That said, this paper is prime example of where a lack of statistical significance was interpretted as “no difference” rather than the more accurate “the difference was smaller than our power to detect”. So, what size of effect size could they have detected?

Note: although there are packages which can do this more or less automatically, we will do it “by hand” for demonstration purposes.

First, we need to know the experimental design. The authors report a 2 year experiment with a randomized complete block design with 3 replications and 3 treatments in 2015 and 4 in 2016.

Now, how were the data analyzed? The authors report a within year (i.e., each year was modeled separately) linear model with block and treatment as fixed effects.

If you just did a double take, then good on you. There are already issues in the analysis.
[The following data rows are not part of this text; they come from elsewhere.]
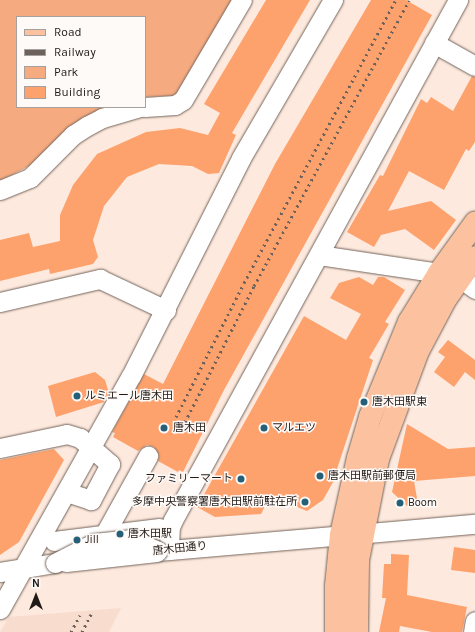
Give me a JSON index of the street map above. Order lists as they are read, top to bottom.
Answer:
{
  "streets": {
    "street": ["唐木田通り"]
  },
  "places": [
    "ルミエール唐木田",
    "唐木田駅東",
    "唐木田",
    "マルエツ",
    "唐木田駅前郵便局",
    "ファミリーマート",
    "多摩中央警察署唐木田駅前駐在所",
    "Boom",
    "唐木田駅",
    "Jill"
  ],
  "legend": [
    "Road",
    "Railway",
    "Park",
    "Building"
  ],
  "north": "top"
}
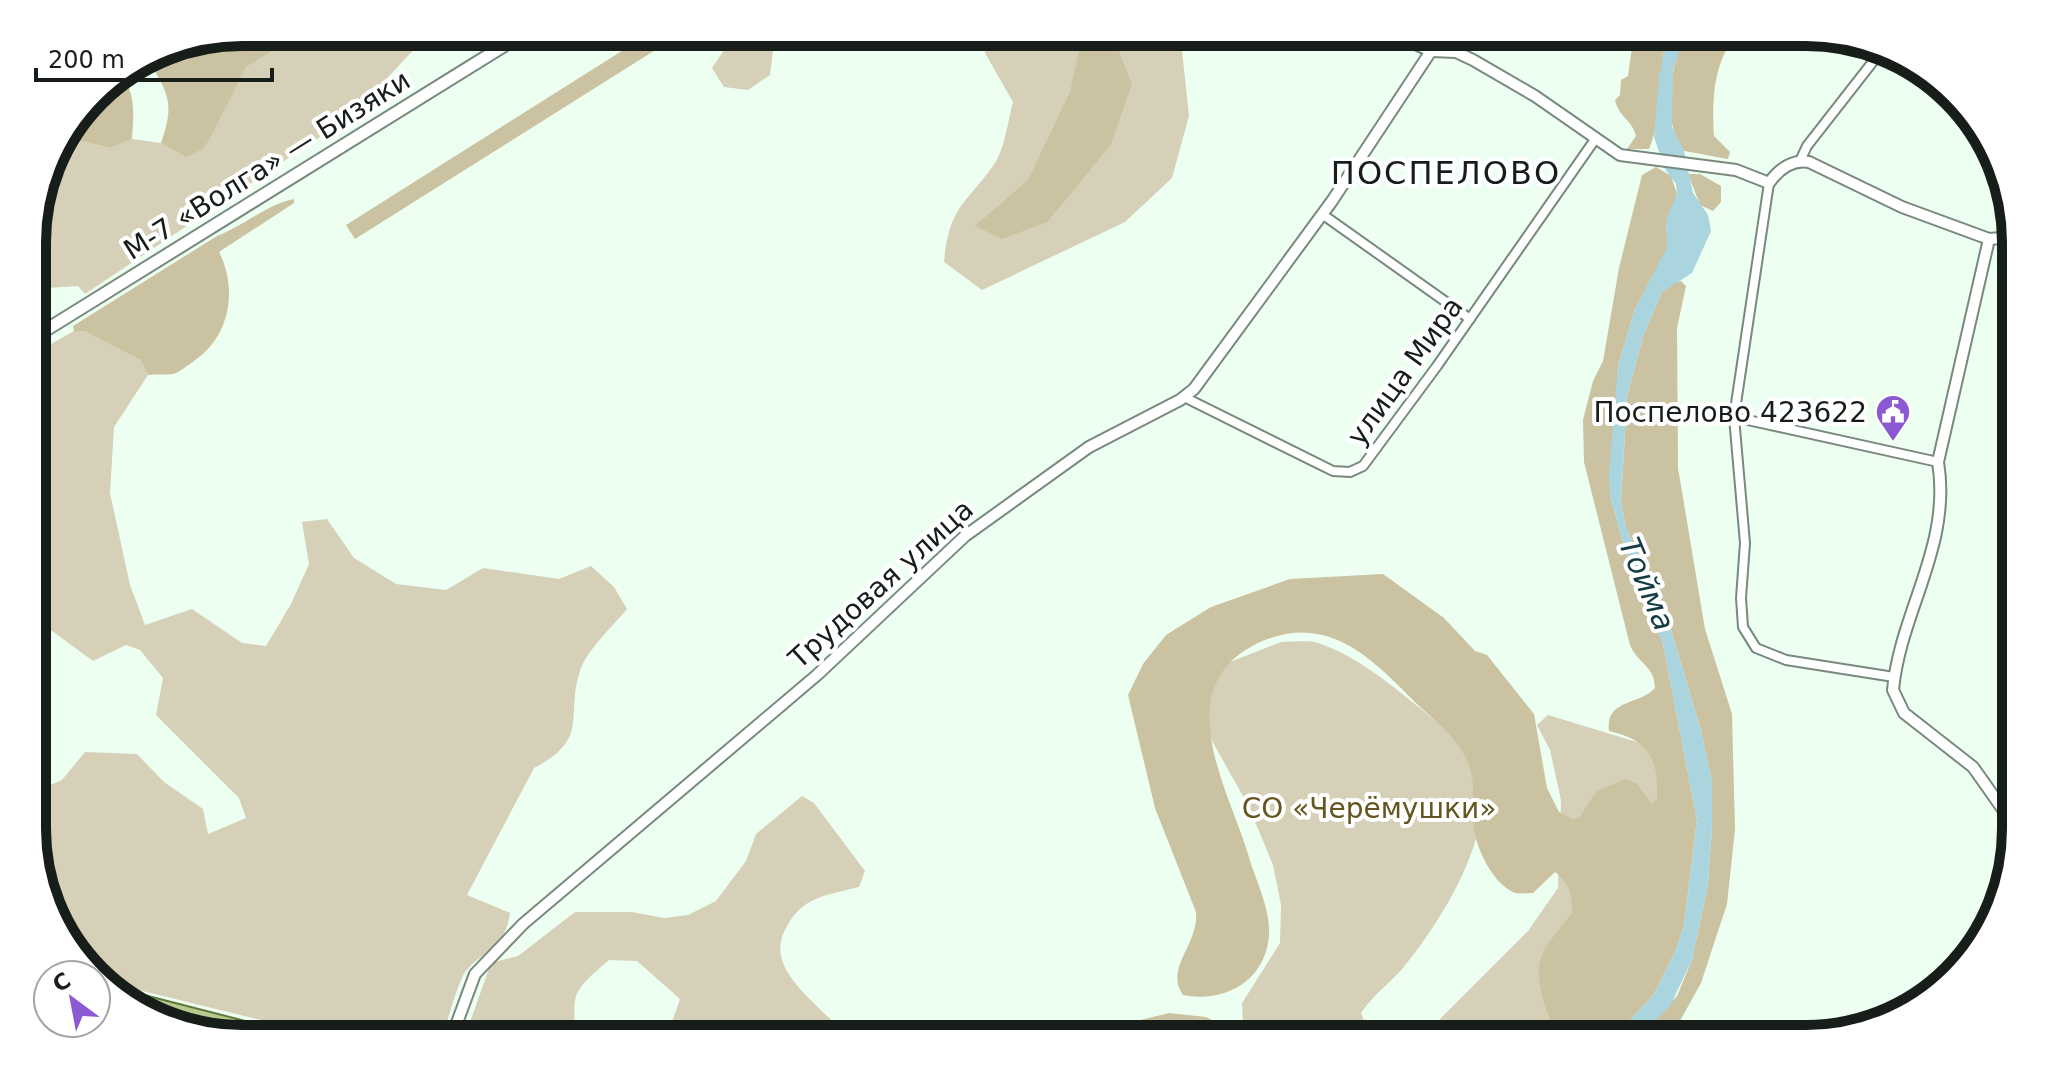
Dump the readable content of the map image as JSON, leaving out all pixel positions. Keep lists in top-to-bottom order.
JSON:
{
  "streets": {
    "main road": ["М-7 «Волга» — Бизяки"],
    "street": ["улица Мира", "Трудовая улица"]
  },
  "crossings": [
    ["улица Мира", "Трудовая улица"]
  ],
  "districts": ["ПОСПЕЛОВО"],
  "water": ["Тойма"],
  "parks": ["СО «Черёмушки»"],
  "places": {
    "public building": ["Поспелово 423622"]
  },
  "scale_bar": "200 m",
  "north": "top left"
}
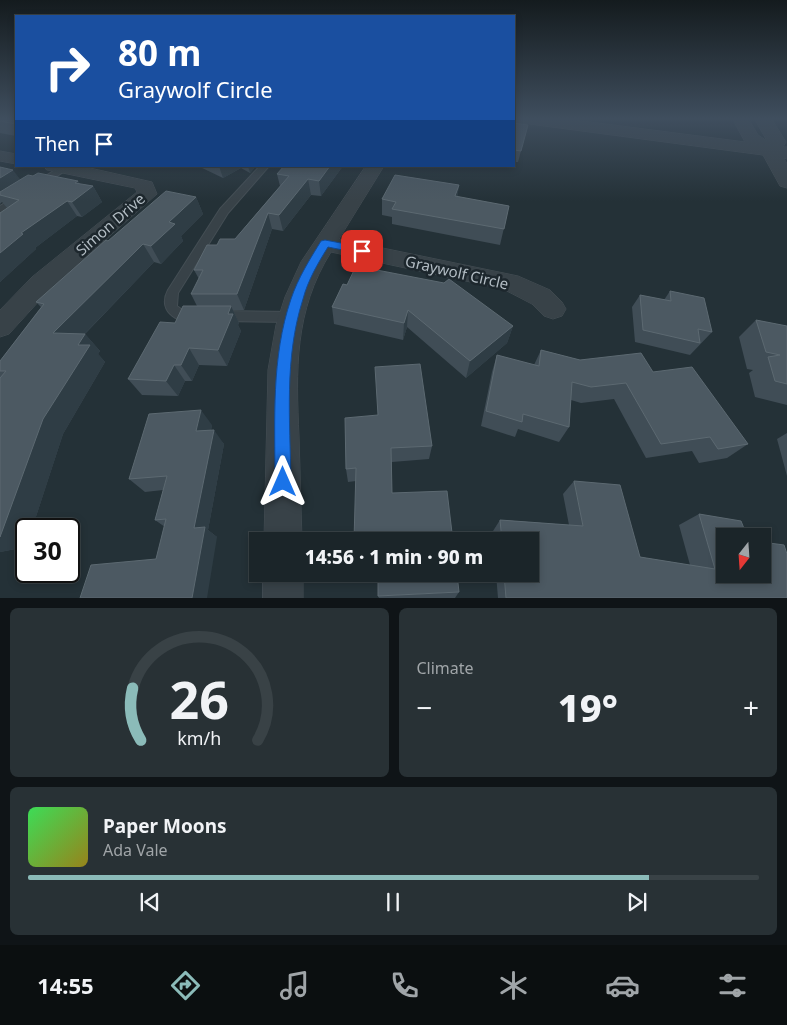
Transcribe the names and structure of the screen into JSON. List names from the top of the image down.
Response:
{
  "streets": {
    "street": ["Simon Drive", "Graywolf Circle"]
  },
  "north": "bottom",
  "page": {
    "turn": ["80 m", "Graywolf Circle"],
    "then": "Then",
    "limit": "30",
    "trip": "14:56 · 1 min · 90 m",
    "tile": "Climate",
    "heat": ["−", "19°", "+"],
    "song": ["Paper Moons", "Ada Vale"],
    "tabs": "14:55",
    "gauge": ["26", "km/h"]
  }
}
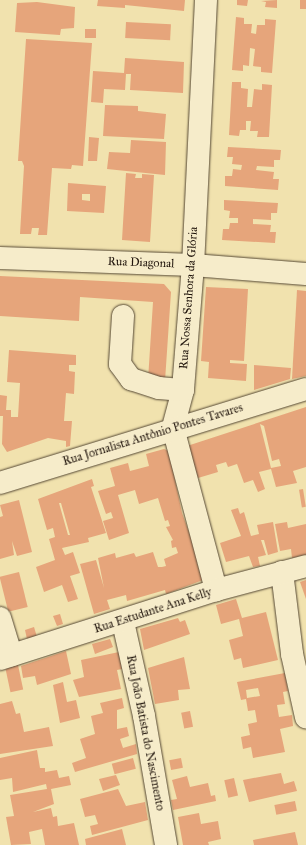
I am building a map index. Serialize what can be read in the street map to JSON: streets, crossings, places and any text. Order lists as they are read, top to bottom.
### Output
{
  "streets": {
    "street": [
      "Rua Diagonal",
      "Rua Nossa Senhora da Glória",
      "Rua Jornalista Antônio Pontes Tavares",
      "Rua Estudante Ana Kelly",
      "Rua João Batista do Nascimento"
    ]
  },
  "crossings": [
    ["Rua Diagonal", "Rua Nossa Senhora da Glória"],
    ["Rua Nossa Senhora da Glória", "Rua Jornalista Antônio Pontes Tavares"],
    ["Rua Nossa Senhora da Glória", "Rua Estudante Ana Kelly"],
    ["Rua Estudante Ana Kelly", "Rua João Batista do Nascimento"]
  ]
}
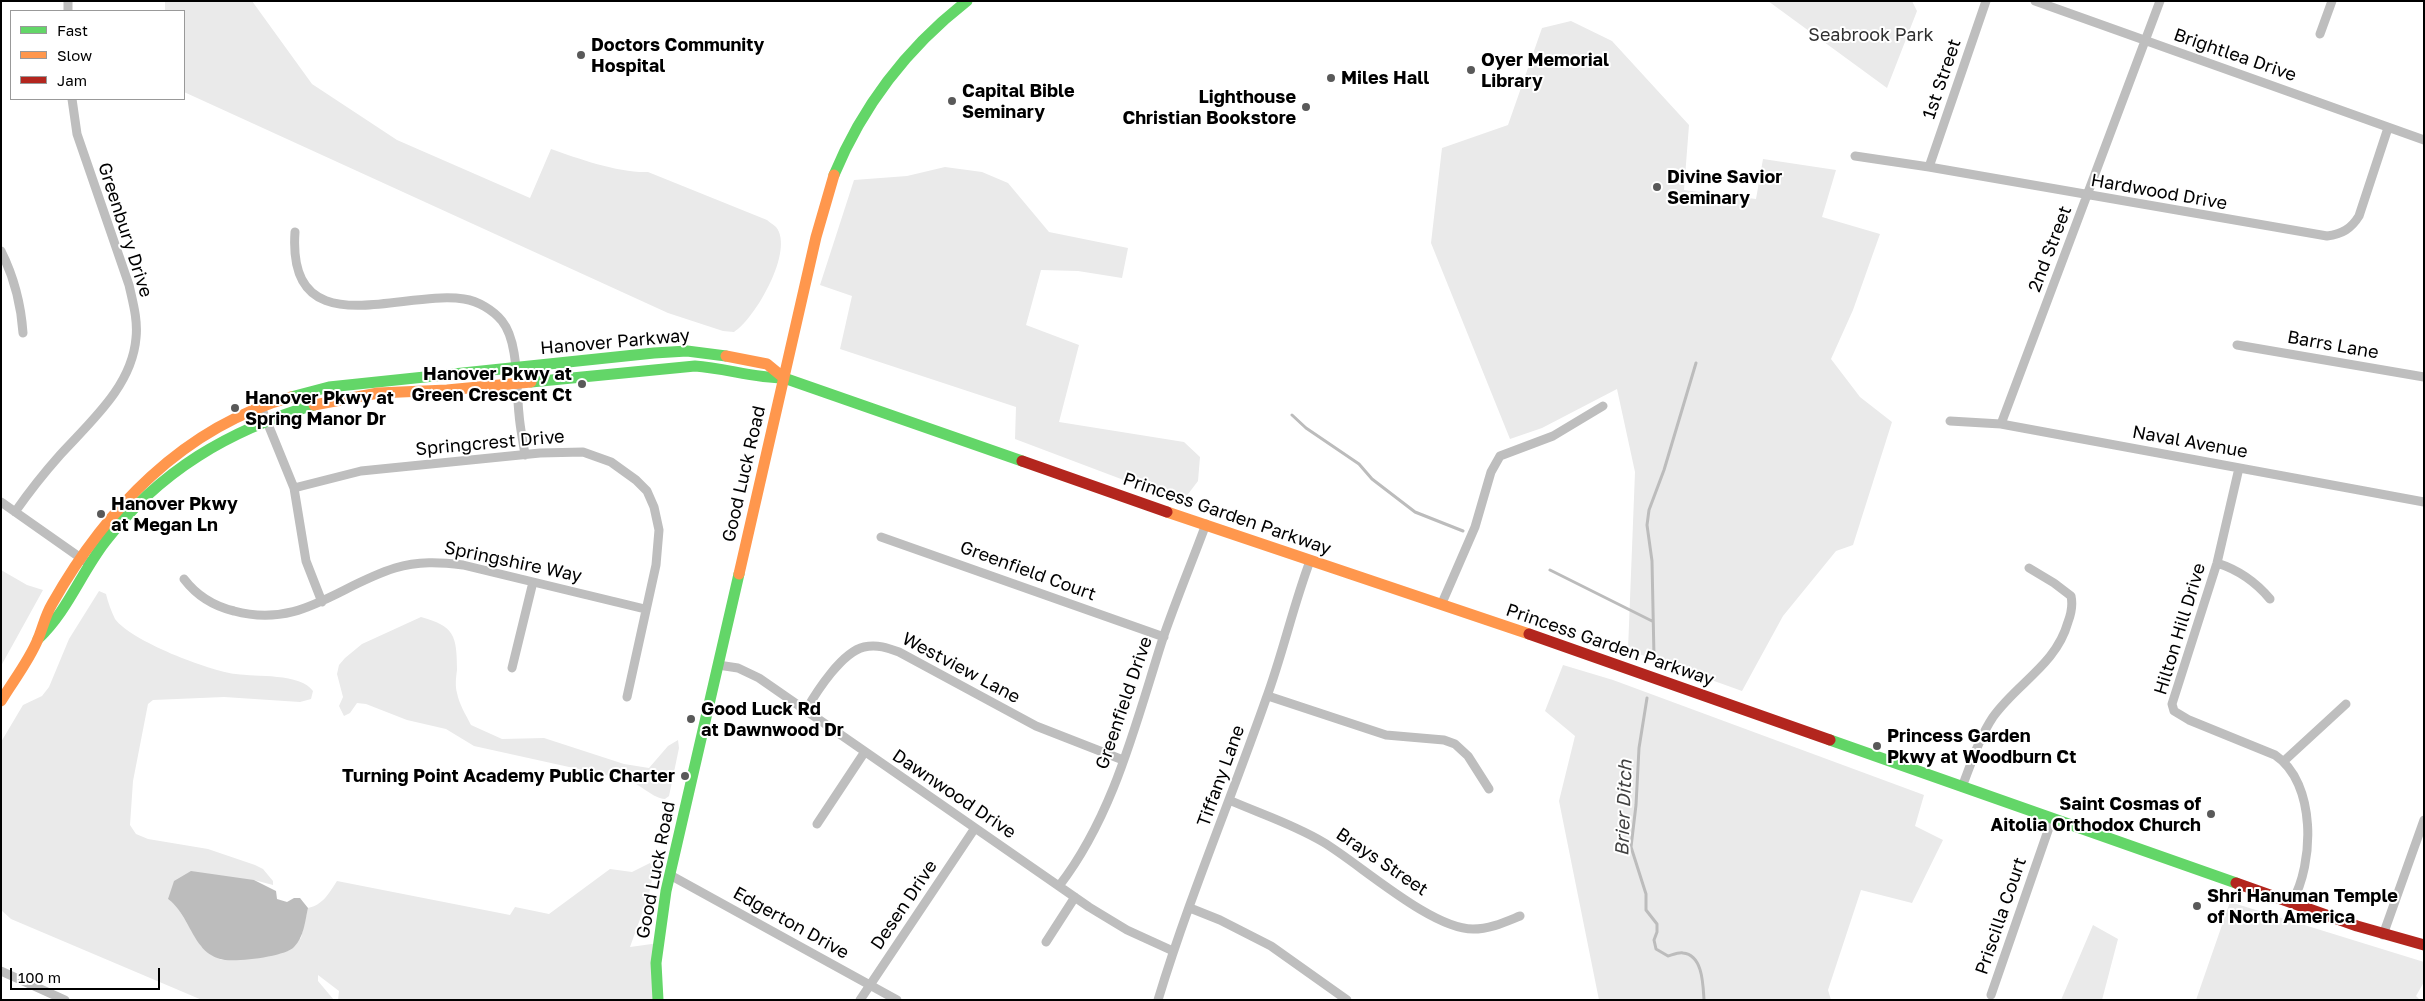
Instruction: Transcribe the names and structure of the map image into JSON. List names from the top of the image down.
{
  "streets": {
    "street": [
      "Brightlea Drive",
      "1st Street",
      "Hardwood Drive",
      "Greenbury Drive",
      "2nd Street",
      "Hanover Parkway",
      "Barrs Lane",
      "Naval Avenue",
      "Springcrest Drive",
      "Good Luck Road",
      "Princess Garden Parkway",
      "Springshire Way",
      "Greenfield Court",
      "Hilton Hill Drive",
      "Westview Lane",
      "Greenfield Drive",
      "Tiffany Lane",
      "Dawnwood Drive",
      "Brays Street",
      "Desen Drive",
      "Priscilla Court",
      "Edgerton Drive"
    ]
  },
  "crossings": [
    ["Brightlea Drive", "Hardwood Drive"],
    ["Brightlea Drive", "2nd Street"],
    ["1st Street", "Hardwood Drive"],
    ["Hardwood Drive", "2nd Street"],
    ["2nd Street", "Naval Avenue"],
    ["Hanover Parkway", "Good Luck Road"],
    ["Hanover Parkway", "Princess Garden Parkway"],
    ["Naval Avenue", "Hilton Hill Drive"],
    ["Springcrest Drive", "Springshire Way"],
    ["Good Luck Road", "Princess Garden Parkway"],
    ["Good Luck Road", "Dawnwood Drive"],
    ["Good Luck Road", "Edgerton Drive"],
    ["Princess Garden Parkway", "Greenfield Drive"],
    ["Princess Garden Parkway", "Tiffany Lane"],
    ["Princess Garden Parkway", "Priscilla Court"],
    ["Greenfield Court", "Greenfield Drive"],
    ["Westview Lane", "Greenfield Drive"],
    ["Westview Lane", "Dawnwood Drive"],
    ["Greenfield Drive", "Dawnwood Drive"],
    ["Tiffany Lane", "Dawnwood Drive"],
    ["Tiffany Lane", "Brays Street"],
    ["Dawnwood Drive", "Desen Drive"],
    ["Desen Drive", "Edgerton Drive"]
  ],
  "water": ["Brier Ditch"],
  "parks": ["Seabrook Park"],
  "places": [
    "Doctors Community Hospital",
    "Oyer Memorial Library",
    "Miles Hall",
    "Capital Bible Seminary",
    "Lighthouse Christian Bookstore",
    "Divine Savior Seminary",
    "Hanover Pkwy at Green Crescent Ct",
    "Hanover Pkwy at Spring Manor Dr",
    "Hanover Pkwy at Megan Ln",
    "Good Luck Rd at Dawnwood Dr",
    "Princess Garden Pkwy at Woodburn Ct",
    "Turning Point Academy Public Charter",
    "Saint Cosmas of Aitolia Orthodox Church",
    "Shri Hanuman Temple of North America"
  ],
  "legend": ["Fast", "Slow", "Jam"],
  "scale_bar": "100 m"
}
We will look at the original analysis and as well as a more robust one in a later post.

The last pieces we need are some estimate of magnitude of variation within treatments. We will use a rough estimate based on the numbers as reported by the authors to start. Specifically, we are going to assume the variation between treatments is shared.

Now, we don’t have access to the original data, so we are going to have to do some estimating for the standard deviation within treatments. To do this, we are going to change the the standard deviation and will see how different levels of variation affect our power.

From a previous meta-analysis by these same authors, we expect a roughly 5–10% effect size. Taking yield as an example, based on the tables in the paper, we can estimate that the average yield to be around 11 Mg/ha, which makes the a priori estimate of the effect 0.55 – 1.1. That is, we expect the AWD treatment to decrease yields by 0.55–1.1 Mg/ha

intercept = 11
beta_treatment = c(0, -0.55, -1.1)

Getting the error is a little more difficult. The standard errors reported range from 0.08 to 0.48. But this will include both block to variation as well as the within treatment variation. We will work with the optimistic assumption that the blocks have a low variance.

Since we are not really interested in the blocks, we are just going to set them with roughly a standard deviation of 0.075 and arrange them so that their effects sum to zero,

beta_block = c(0.15, 0, -0.15)

As we will see, the model assumes a shared error term for all observations. In other studies working at this same site, I have estimated the measurement error to be roughly 0.9 Mg/ha. If we are optimistic that the standard error is lower here, we can get an estimate of the measurement error from the standard errors reported (standard error = \( \sigma / \sqrt{n} \) ). Based on the numbers reported in the paper and this equation, we will use 0.34 Mg/ha (very optimistic based on other data from this site).

sigma = 0.34

Now, we can set up our simulation framework.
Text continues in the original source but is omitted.